- **INSTRUCTIONS FOR THE TASK**:
Would you copy out each line of the records below that includes the word "space"?
Start of EXTRACTED DATA
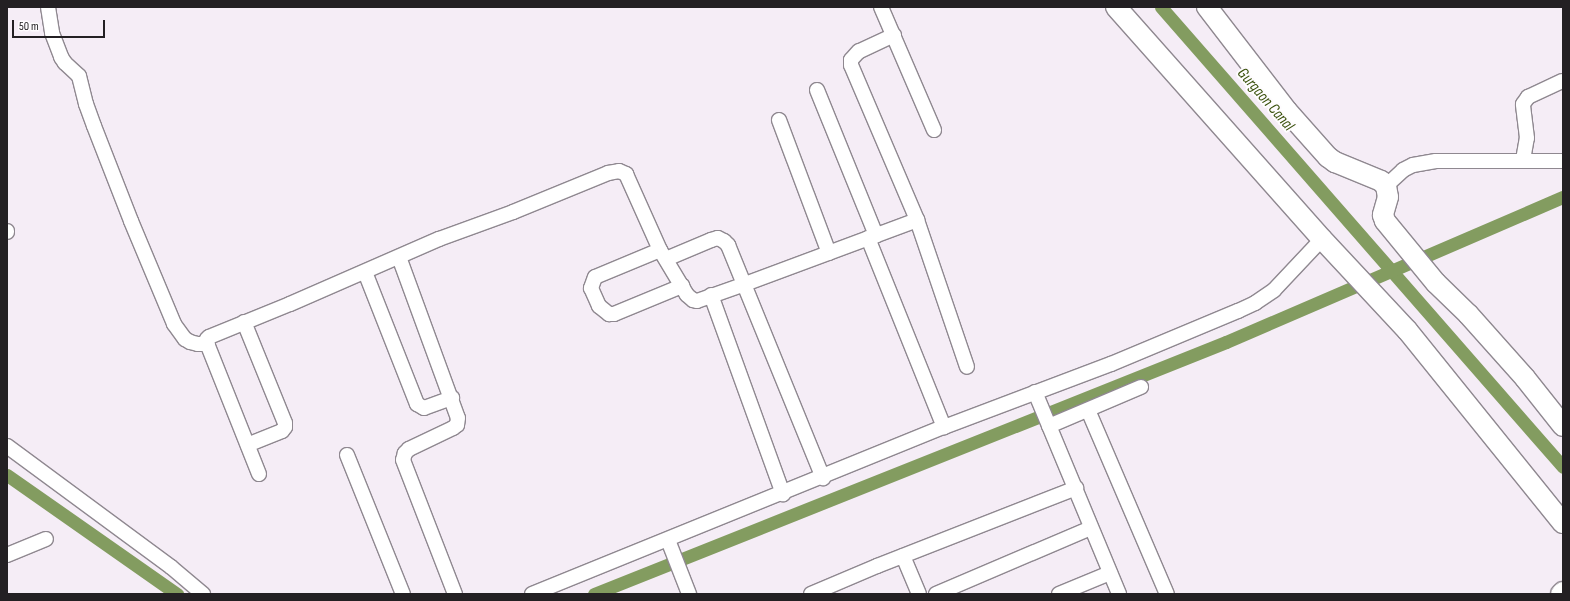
<!DOCTYPE html>
<style>
body{margin:0}
#map{position:relative;width:1570px;height:601px;overflow:hidden;background:#f5edf6;font-family:"Sofia Sans Condensed",sans-serif}
div>[style]{position:absolute}
.canal>*{height:13px;margin:-6.5px;padding:0 6.5px;transform-origin:6.5px;border-radius:6.5px;background:#839c60}
.roads{filter:drop-shadow(1px 0 #8f8890) drop-shadow(-1px 0 #8f8890) drop-shadow(0 1px #8f8890) drop-shadow(0 -1px #8f8890)}
.street>*{height:14px;margin:-7px;padding:0 7px;transform-origin:7px;border-radius:7px;background:#fff}
.secondary>*{height:20px;margin:-10px;padding:0 10px;transform-origin:10px;border-radius:10px;background:#fff}
span{translate:-50% -50%;white-space:nowrap;text-align:center;line-height:1.15;-webkit-text-stroke:4px #fefcfe;paint-order:stroke}
.water-label{font-size:16px;color:#384f0a;font-style:italic}
.frame{position:absolute;inset:0;border:8px solid #232023;pointer-events:none}
.scale{position:absolute;left:12px;top:20px;width:93px;height:18px;box-sizing:border-box;border:2px solid #232023;border-top:0;padding-left:5px;font-size:12px;line-height:14px;white-space:nowrap;color:#232023;-webkit-text-stroke:3px #fefcfe;paint-order:stroke}
</style>
<div id="map">
<div class="canal">
<i style="left:1161px;top:7px;width:611px;rotate:48.85deg"></i>
<i style="left:7px;top:475px;width:208px;rotate:35deg"></i>
<i style="left:594px;top:594px;width:680px;rotate:-21.74deg"></i>
<i style="left:1226px;top:342px;width:367px;rotate:-23.3deg"></i>
</div>
<div class="roads">
<div class="street">
<i style="left:48px;top:7px;width:26px;rotate:81deg"></i>
<i style="left:52px;top:33px;width:26px;rotate:69deg"></i>
<i style="left:61px;top:57px;width:7px;rotate:56deg"></i>
<i style="left:65px;top:63px;width:19px;rotate:43deg"></i>
<i style="left:79px;top:76px;width:29px;rotate:76deg"></i>
<i style="left:86px;top:104px;width:23px;rotate:70deg"></i>
<i style="left:94px;top:126px;width:102px;rotate:68.7deg"></i>
<i style="left:131px;top:221px;width:112px;rotate:67.3deg"></i>
<i style="left:174px;top:324px;width:19px;rotate:54deg"></i>
<i style="left:185px;top:339px;width:6px;rotate:31deg"></i>
<i style="left:190px;top:342px;width:8px;rotate:14deg"></i>
<i style="left:198px;top:344px;width:9px"></i>
<i style="left:881px;top:7px;width:134px;rotate:66.7deg"></i>
<i style="left:894px;top:35px;width:38px;rotate:155deg"></i>
<i style="left:859px;top:51px;width:12px;rotate:132deg"></i>
<i style="left:851px;top:60px;width:5px;rotate:90deg"></i>
<i style="left:851px;top:65px;width:168px;rotate:66.9deg"></i>
<i style="left:917px;top:220px;width:155px;rotate:71.2deg"></i>
<i style="left:817px;top:90px;width:157px;rotate:67.9deg"></i>
<i style="left:779px;top:120px;width:142px;rotate:69.4deg"></i>
<i style="left:1523px;top:160px;width:22px;rotate:-80deg"></i>
<i style="left:1527px;top:138px;width:34px;rotate:-97deg"></i>
<i style="left:1523px;top:104px;width:9px;rotate:-54deg"></i>
<i style="left:1528px;top:97px;width:38px;rotate:-25deg"></i>
<i style="left:1386px;top:186px;width:23px;rotate:-43deg"></i>
<i style="left:1403px;top:170px;width:11px;rotate:-27deg"></i>
<i style="left:1413px;top:165px;width:23px;rotate:-10deg"></i>
<i style="left:1436px;top:161px;width:127px"></i>
<i style="left:7px;top:231px;width:1px;rotate:90deg"></i>
<i style="left:868px;top:238px;width:204px;rotate:68.1deg"></i>
<i style="left:660px;top:250px;width:70px;rotate:157.4deg"></i>
<i style="left:595px;top:277px;width:12px;rotate:110deg"></i>
<i style="left:591px;top:288px;width:20px;rotate:66deg"></i>
<i style="left:599px;top:306px;width:13px;rotate:39deg"></i>
<i style="left:609px;top:314px;width:5px"></i>
<i style="left:614px;top:314px;width:74px;rotate:-22.4deg"></i>
<i style="left:399px;top:257px;width:171px;rotate:69.9deg"></i>
<i style="left:458px;top:418px;width:7px;rotate:98deg"></i>
<i style="left:457px;top:425px;width:5px;rotate:143deg"></i>
<i style="left:453px;top:428px;width:49px;rotate:154.5deg"></i>
<i style="left:409px;top:449px;width:6px;rotate:135deg"></i>
<i style="left:405px;top:453px;width:7px;rotate:106deg"></i>
<i style="left:403px;top:460px;width:144px;rotate:68.8deg"></i>
<i style="left:666px;top:259px;width:49px;rotate:-22.9deg"></i>
<i style="left:711px;top:240px;width:7px;rotate:-16deg"></i>
<i style="left:718px;top:238px;width:7px;rotate:27deg"></i>
<i style="left:724px;top:241px;width:6px;rotate:45deg"></i>
<i style="left:728px;top:245px;width:252px;rotate:67.8deg"></i>
<i style="left:365px;top:272px;width:142px;rotate:68.5deg"></i>
<i style="left:417px;top:404px;width:8px;rotate:30deg"></i>
<i style="left:424px;top:408px;width:30px;rotate:-20deg"></i>
<i style="left:711px;top:295px;width:212px;rotate:70.1deg"></i>
<i style="left:244px;top:322px;width:109px;rotate:67.9deg"></i>
<i style="left:285px;top:423px;width:4px;rotate:90deg"></i>
<i style="left:285px;top:427px;width:5px;rotate:127deg"></i>
<i style="left:282px;top:431px;width:37px;rotate:158deg"></i>
<i style="left:1035px;top:392px;width:219px;rotate:67.4deg"></i>
<i style="left:1088px;top:410px;width:200px;rotate:66.8deg"></i>
<i style="left:1049px;top:426px;width:100px;rotate:-23deg"></i>
<i style="left:7px;top:446px;width:204px;rotate:36.4deg"></i>
<i style="left:171px;top:567px;width:42px;rotate:40.2deg"></i>
<i style="left:347px;top:455px;width:150px;rotate:68.1deg"></i>
<i style="left:259px;top:474px;width:138px;rotate:-111.7deg"></i>
<i style="left:208px;top:346px;width:7px;rotate:-98deg"></i>
<i style="left:207px;top:339px;width:3px;rotate:-45deg"></i>
<i style="left:209px;top:337px;width:87px;rotate:-22.2deg"></i>
<i style="left:290px;top:304px;width:163px;rotate:-23.6deg"></i>
<i style="left:439px;top:239px;width:79px;rotate:-20deg"></i>
<i style="left:513px;top:212px;width:103px;rotate:-22.3deg"></i>
<i style="left:608px;top:173px;width:11px;rotate:-10deg"></i>
<i style="left:619px;top:171px;width:8px;rotate:23deg"></i>
<i style="left:626px;top:174px;width:83px;rotate:65.9deg"></i>
<i style="left:660px;top:250px;width:52px;rotate:59deg"></i>
<i style="left:687px;top:295px;width:8px;rotate:40deg"></i>
<i style="left:693px;top:300px;width:4px;rotate:14deg"></i>
<i style="left:697px;top:301px;width:51px;rotate:-19.5deg"></i>
<i style="left:745px;top:284px;width:184px;rotate:-20.4deg"></i>
<i style="left:668px;top:540px;width:58px;rotate:68.7deg"></i>
<i style="left:7px;top:555px;width:42px;rotate:-22.3deg"></i>
<i style="left:903px;top:556px;width:41px;rotate:67.2deg"></i>
<i style="left:532px;top:594px;width:445px;rotate:-22.1deg"></i>
<i style="left:944px;top:427px;width:178px;rotate:-20.7deg"></i>
<i style="left:1111px;top:364px;width:138px;rotate:-22.7deg"></i>
<i style="left:1238px;top:311px;width:19px;rotate:-25deg"></i>
<i style="left:1255px;top:303px;width:23px;rotate:-34deg"></i>
<i style="left:1274px;top:290px;width:70px;rotate:-46.7deg"></i>
<i style="left:811px;top:594px;width:72px;rotate:-23deg"></i>
<i style="left:877px;top:566px;width:214px;rotate:-21.4deg"></i>
<i style="left:936px;top:594px;width:168px;rotate:-23.1deg"></i>
<i style="left:1059px;top:594px;width:55px;rotate:-22.4deg"></i>
</div>
<div class="secondary">
<i style="left:1116px;top:7px;width:310px;rotate:48.4deg"></i>
<i style="left:1322px;top:239px;width:125px;rotate:47deg"></i>
<i style="left:1407px;top:330px;width:248px;rotate:51.1deg"></i>
<i style="left:1207px;top:7px;width:131px;rotate:52.4deg"></i>
<i style="left:1287px;top:111px;width:62px;rotate:48.3deg"></i>
<i style="left:1328px;top:157px;width:9px;rotate:36deg"></i>
<i style="left:1335px;top:162px;width:50px;rotate:22.4deg"></i>
<i style="left:1381px;top:181px;width:7px;rotate:45deg"></i>
<i style="left:1386px;top:186px;width:11px;rotate:80deg"></i>
<i style="left:1388px;top:197px;width:19px;rotate:106deg"></i>
<i style="left:1383px;top:215px;width:6px;rotate:72deg"></i>
<i style="left:1385px;top:221px;width:80px;rotate:50.6deg"></i>
<i style="left:1436px;top:283px;width:45px;rotate:44.1deg"></i>
<i style="left:1468px;top:314px;width:86px;rotate:48.3deg"></i>
<i style="left:1525px;top:378px;width:61px;rotate:51.6deg"></i>
<i style="left:1561px;top:594px;width:3px;rotate:-45deg"></i>
</div>
</div>
<div class="water-label">
<span style="left:1265px;top:100px;rotate:49deg">Gurgaon Canal</span>
</div>
<div class="frame"></div>
<div class="scale">50 m</div>
</div>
End of EXTRACTED DATA
- **REPLY TO THE EXERCISE**:
span{translate:-50% -50%;white-space:nowrap;text-align:center;line-height:1.15;-webkit-text-stroke:4px #fefcfe;paint-order:stroke}
.scale{position:absolute;left:12px;top:20px;width:93px;height:18px;box-sizing:border-box;border:2px solid #232023;border-top:0;padding-left:5px;font-size:12px;line-height:14px;white-space:nowrap;color:#232023;-webkit-text-stroke:3px #fefcfe;paint-order:stroke}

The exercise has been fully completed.